Variables include: age, sex, race/ethnicity, ACE inhibitor/ARB use, eGFR, systolic blood pressure (SBP), hemoglobin A1C, and the diagnosis of hypertension, type 2 diabetes (DM), pre-DM or chronic kidney disease (CKD) based on EHR coding from patients with CKD (N=93,567) and at-risk for CKD (N=913,289) with eGFR ≥15ml/min/1.73m2 over 2 years. We trained and validated a 5-layer DNN, a logistic regression (LR) model, and a gradient boosted tree (GBT) model using a 60/20/20 train/test/validation split. We computed the risk distribution of all 25,475 subpopulations, based on all possible expert defined combinations of the above variables, and compared this risk distribution against the whole population’s risk distribution using the Kolmogorov-Smirnov (KS) test.

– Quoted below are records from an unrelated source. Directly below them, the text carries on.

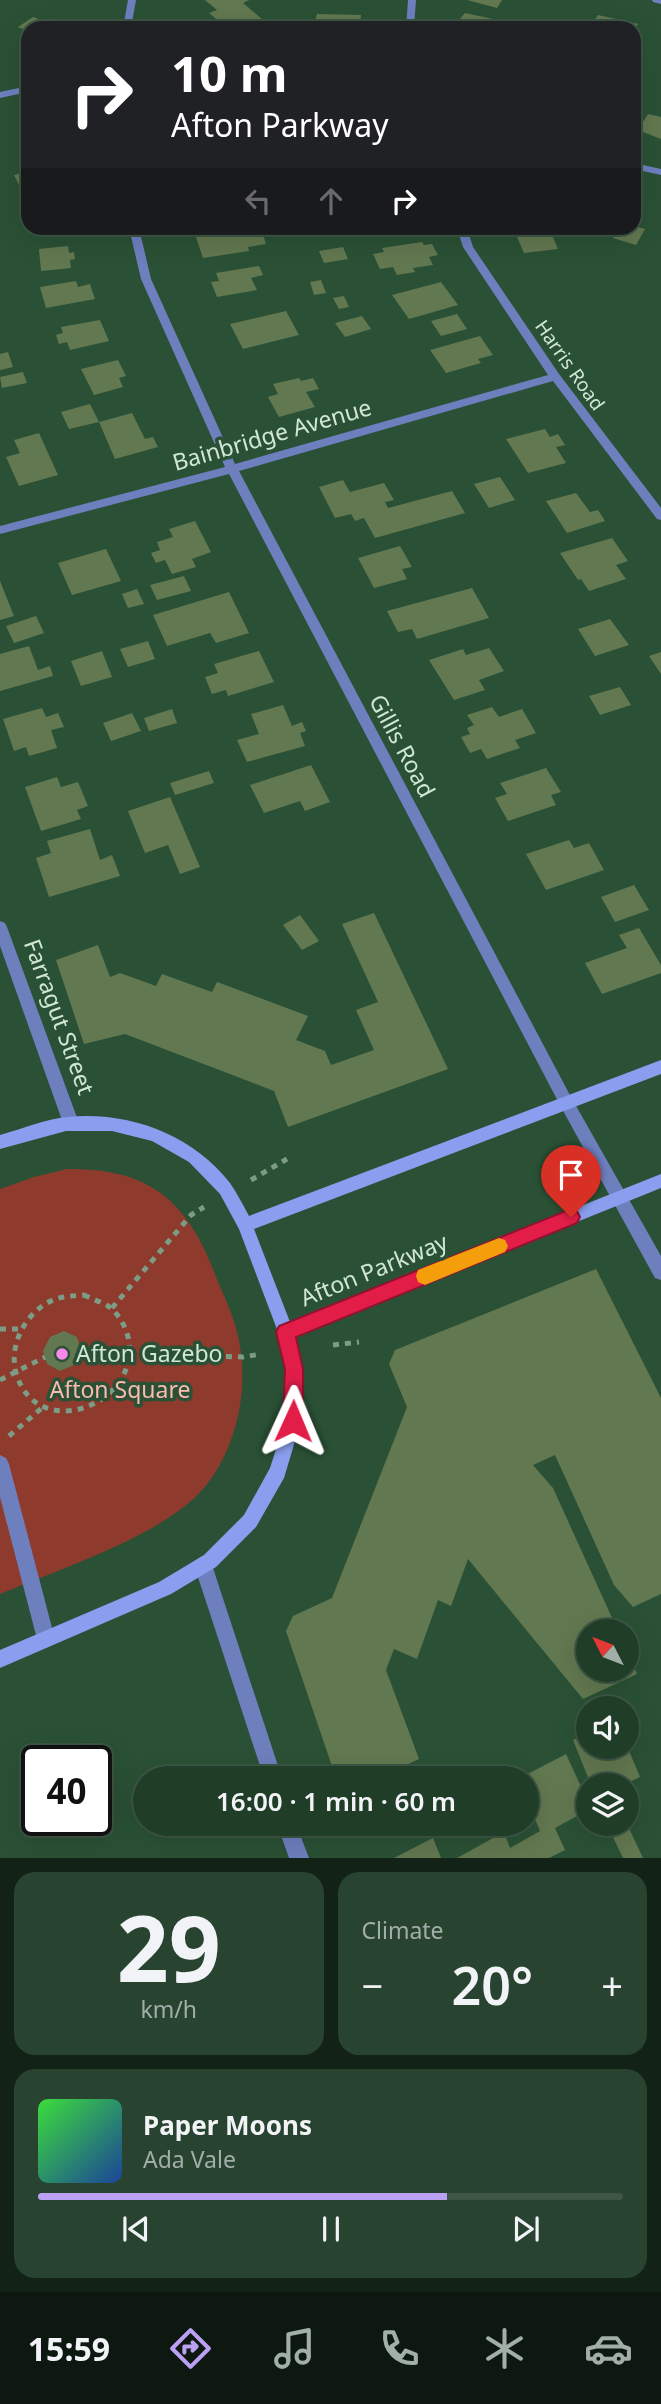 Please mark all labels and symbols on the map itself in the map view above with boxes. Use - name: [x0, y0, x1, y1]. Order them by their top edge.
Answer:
- street label: Harris Road: [529, 315, 611, 415]
- street label: Bainbridge Avenue: [169, 390, 375, 478]
- street label: Gillis Road: [362, 688, 443, 803]
- street label: Farragut Street: [17, 935, 103, 1099]
- pin: [541, 1145, 601, 1217]
- street label: Afton Parkway: [295, 1225, 452, 1313]
- place label: Afton Gazebo: [76, 1337, 223, 1369]
- marker: Afton Gazebo: [54, 1346, 70, 1362]
- park label: Afton Square: [50, 1373, 190, 1405]
- position arrow: [256, 1384, 330, 1458]
- north arrow: [576, 1619, 639, 1682]
- speed limit sign: 40: [21, 1745, 112, 1836]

Subgroups with the highest risk of decline were identified using the KS test (p<0.05) on our highest performing model.

Results

The DNN achieved an area under the receiver operating curve (AUC-ROC) of 0.75 on the test set. The LR and GBT achieved an AUC-ROC of 0.72 and 0.73, respectively. The subpopulations with significantly highest average predicted risk across training, validation, and testing were 17,734. We identified the most frequent predictors of rapid eGFR decline across the highest risk populations. Of the top 100 significantly higher risk subpopulations the following variables were the most frequent: CKD (100%), SBP > 140 mmHg (72%), age 45-66 years (56%), DM (52%), and A1C > 8 (50%).

Conclusion

We developed a methodology that uses a risk model for rapid eGFR decline using big data and used its predictions, along with the KS test, to identify subpopulations with significantly high risk for rapid eGFR decline.